RECORDS PROVIDED

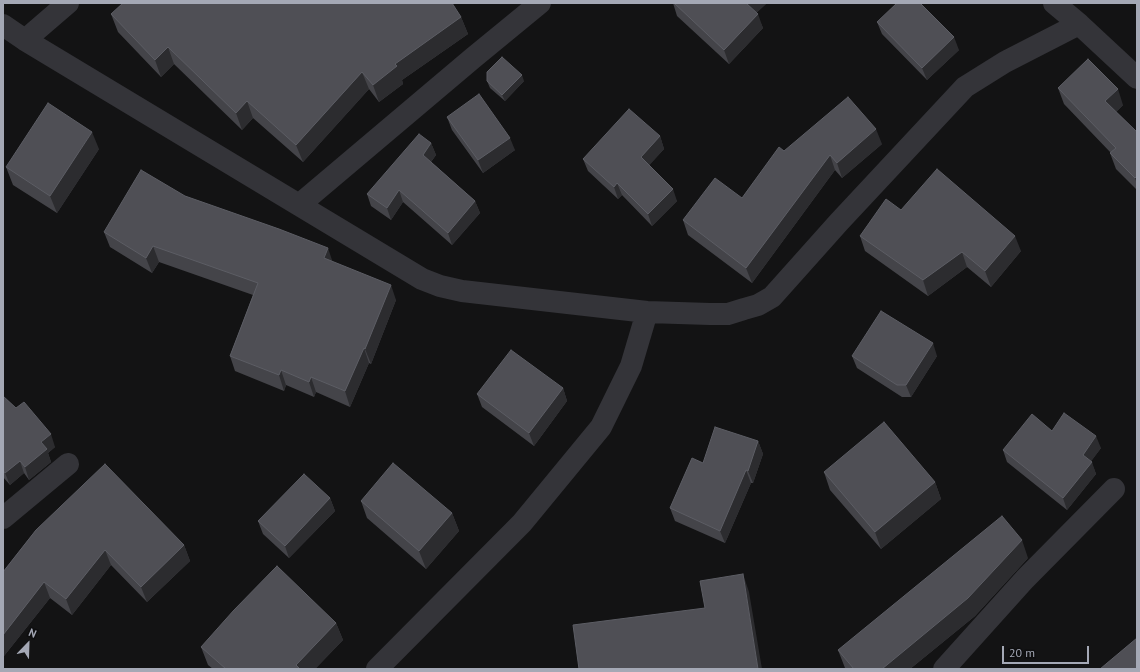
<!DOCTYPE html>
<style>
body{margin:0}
#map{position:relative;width:1140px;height:672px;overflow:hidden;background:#131314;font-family:"PT Sans",sans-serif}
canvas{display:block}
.frame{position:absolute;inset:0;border:4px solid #a4a8b5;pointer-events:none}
.north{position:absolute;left:8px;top:624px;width:40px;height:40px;-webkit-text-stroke:3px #0e0e0f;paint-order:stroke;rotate:23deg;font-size:11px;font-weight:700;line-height:16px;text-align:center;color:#a4a8b5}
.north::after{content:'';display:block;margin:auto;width:14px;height:18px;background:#a4a8b5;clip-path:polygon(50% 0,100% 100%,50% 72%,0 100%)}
.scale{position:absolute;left:1002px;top:646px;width:87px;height:18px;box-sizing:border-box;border:2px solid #a4a8b5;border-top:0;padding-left:5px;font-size:12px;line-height:14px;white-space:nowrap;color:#a4a8b5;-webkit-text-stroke:3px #0e0e0f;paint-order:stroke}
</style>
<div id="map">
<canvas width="1140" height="672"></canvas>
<div class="frame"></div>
<div class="north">N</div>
<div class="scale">20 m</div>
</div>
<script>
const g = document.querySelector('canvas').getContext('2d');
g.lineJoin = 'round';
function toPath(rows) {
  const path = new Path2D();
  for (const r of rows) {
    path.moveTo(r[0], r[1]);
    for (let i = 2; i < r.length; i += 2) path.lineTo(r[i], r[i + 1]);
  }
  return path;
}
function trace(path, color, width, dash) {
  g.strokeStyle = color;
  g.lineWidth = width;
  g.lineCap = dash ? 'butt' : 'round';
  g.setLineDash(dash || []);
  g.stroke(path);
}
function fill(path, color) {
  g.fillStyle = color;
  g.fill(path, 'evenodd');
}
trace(toPath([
 [1054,3,1079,24,1137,78],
 [3,25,25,40,422,279,440,286,462,291,647,312,710,314,728,314,744,309,758,305,772,297,839,222,965,87,1005,62,1079,24],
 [25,40,68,3],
 [299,205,473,58,540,3],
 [3,518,68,464],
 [377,669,522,523,601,427,631,366,647,312],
 [944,669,1025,579,1114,489]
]), '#343439', 22);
fill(toPath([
 [673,3,767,3,756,13,763,28,729,64,677,16],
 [111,14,461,17,468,34,402,80,403,84,379,102,369,89,303,162,253,118,242,130,174,64,161,77,118,32],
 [877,22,959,50,927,80,882,34],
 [487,81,524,81,505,101,490,88],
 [1058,88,1123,105,1116,112,1137,132,1137,190,1116,169,1110,153,1111,153,1064,104],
 [447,117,515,150,483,173,452,130],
 [660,136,664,149,649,165,677,201,652,226,622,195,618,199,588,171,583,159],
 [431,143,436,155,431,162,475,201,480,213,452,245,403,202,391,220,371,206,367,194],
 [882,144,842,178,835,170,752,283,688,235,683,220,742,198,784,151],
 [99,149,57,213,13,185,6,167],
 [185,196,333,262,396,300,371,364,369,363,350,407,316,392,314,397,286,385,284,391,235,371,230,356,253,295,159,262,152,273,110,247,104,232],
 [901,210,1021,251,991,287,967,267,928,296,865,251,860,236],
 [852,356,937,356,911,397,902,397,857,368],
 [563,388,567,401,534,446,482,407,477,394],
 [3,396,55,447,48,453,51,462,29,480,24,473,10,485,3,477],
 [1052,431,1101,448,1091,461,1096,474,1067,510,1007,462,1003,450],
 [758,441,763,454,753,483,751,483,725,543,675,521,670,508,703,463],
 [824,472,935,482,941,499,881,549,830,490],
 [330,498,335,511,289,558,263,534,258,521],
 [361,501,452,513,459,531,426,569,367,518],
 [36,530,184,545,190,561,147,602,111,565,72,615,50,598,4,656,3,656,3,572],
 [1028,558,975,616,910,669,846,669,845,668,838,650],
 [336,623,343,640,315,669,213,669,208,665,201,647]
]), '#444449');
fill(toPath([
 [746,3,767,3,751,18],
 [758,14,763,28,729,64,724,50],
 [461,17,468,34,402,80,403,84,379,102,373,85,395,64],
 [954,37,959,50,927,80,922,68],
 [168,47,174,64,161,77,155,60],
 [362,72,369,89,303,162,296,145],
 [522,75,524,81,505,101,502,95],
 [1118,89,1123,105,1111,117,1105,101],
 [247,101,253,118,242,130,236,113],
 [876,129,882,144,842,178,837,163],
 [92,132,99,149,57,213,50,196],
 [660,136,664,149,646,169,641,157],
 [510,138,515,150,483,173,478,160],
 [431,143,436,155,427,167,423,155],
 [830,155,835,170,752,283,746,268],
 [1137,176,1137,184,1135,178],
 [617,183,622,195,618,199,614,187],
 [673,189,677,201,652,226,648,214],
 [399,190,403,202,391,220,387,208],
 [475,201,480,213,452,245,448,233],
 [1015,236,1021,251,991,287,985,271],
 [153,246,159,262,152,273,146,258],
 [328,248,333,263,324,258],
 [962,252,967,267,928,296,923,280],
 [391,285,396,300,371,364,365,349],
 [933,343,937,356,911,397,906,385],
 [364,348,369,363,350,407,345,391],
 [281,370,286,385,284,391,279,375],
 [311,377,316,392,314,397,309,382],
 [563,388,567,401,534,446,529,433],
 [51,434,55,447,48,453,51,462,29,480,25,467,41,442],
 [1096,436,1101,448,1087,467,1083,455],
 [758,441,763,454,753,483,748,471],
 [20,461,24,473,10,485,5,473],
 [1092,462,1096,474,1067,510,1063,498],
 [746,470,751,483,725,543,720,531],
 [935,482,941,499,881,549,875,532],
 [330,498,335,511,289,558,285,546],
 [452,513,459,531,426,569,419,551],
 [1022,540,1028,558,975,616,910,669,882,669],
 [184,545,190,561,147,602,141,587],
 [105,550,111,565,72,615,66,599],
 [743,574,749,592,762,669,758,669],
 [44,582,50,598,4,656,3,653,3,635],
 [336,623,343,640,315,669,297,669,296,665]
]), '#2c2c2f');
const building = toPath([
 [123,3,452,3,461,17,395,64,397,66,373,85,362,72,296,145,247,101,236,113,168,47,155,60,111,14,123,3],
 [674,3,746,3,758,14,724,50,674,3],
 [897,3,920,3,954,37,922,68,877,22,897,3],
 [502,57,522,75,502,95,487,81,487,72,502,57],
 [1088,59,1118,89,1105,101,1137,132,1137,176,1135,178,1110,153,1116,148,1058,88,1088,59],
 [479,94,510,138,478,160,447,117,479,94],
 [848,97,876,129,837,163,830,155,746,268,683,220,715,178,742,198,779,147,784,151,848,97],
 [48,103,92,132,50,196,6,167,48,103],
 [629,109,660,136,641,157,673,189,648,214,617,183,614,187,583,159,629,109],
 [419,134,431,143,423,155,475,201,448,233,399,190,387,208,367,194,419,134],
 [937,169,1015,236,985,271,962,252,923,280,860,236,886,199,901,210,937,169],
 [141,170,185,196,279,229,328,248,324,258,391,285,365,349,364,348,345,391,311,377,309,382,281,370,279,375,230,356,258,283,153,246,146,258,104,232,141,170],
 [881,311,933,343,906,385,897,385,852,356,881,311],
 [511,350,563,388,529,433,477,394,511,350],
 [3,396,16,408,24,402,51,434,41,442,47,449,25,467,20,461,5,473,3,470,3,396],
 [1064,413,1096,436,1083,455,1092,462,1063,498,1003,450,1032,414,1052,431,1064,413],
 [884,422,935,482,875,532,824,472,884,422],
 [715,427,758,441,748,471,746,470,720,531,670,508,692,458,703,463,715,427],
 [393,463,452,513,419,551,361,501,393,463],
 [105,464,184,545,141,587,105,550,66,599,44,582,3,635,3,572,36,530,105,464],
 [304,474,330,498,285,546,258,521,304,474],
 [1002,516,1022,540,968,598,882,669,854,669,838,650,1002,516],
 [277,566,336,623,296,665,300,669,226,669,201,647,234,610,277,566],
 [743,574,758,669,579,669,573,625,705,608,700,581,743,574],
 [1137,638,1137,669,1100,669,1137,638]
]);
fill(building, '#4f4f55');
trace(building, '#5c5d64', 1);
</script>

THE TASK
Above are the entries. Output exactly the lines beginning with the line that has "const path = new Path2D();" and ending with the line that has "function fill(path, color)".

PROBLEM SOLUTION
  const path = new Path2D();
  for (const r of rows) {
    path.moveTo(r[0], r[1]);
    for (let i = 2; i < r.length; i += 2) path.lineTo(r[i], r[i + 1]);
  }
  return path;
}
function trace(path, color, width, dash) {
  g.strokeStyle = color;
  g.lineWidth = width;
  g.lineCap = dash ? 'butt' : 'round';
  g.setLineDash(dash || []);
  g.stroke(path);
}
function fill(path, color) {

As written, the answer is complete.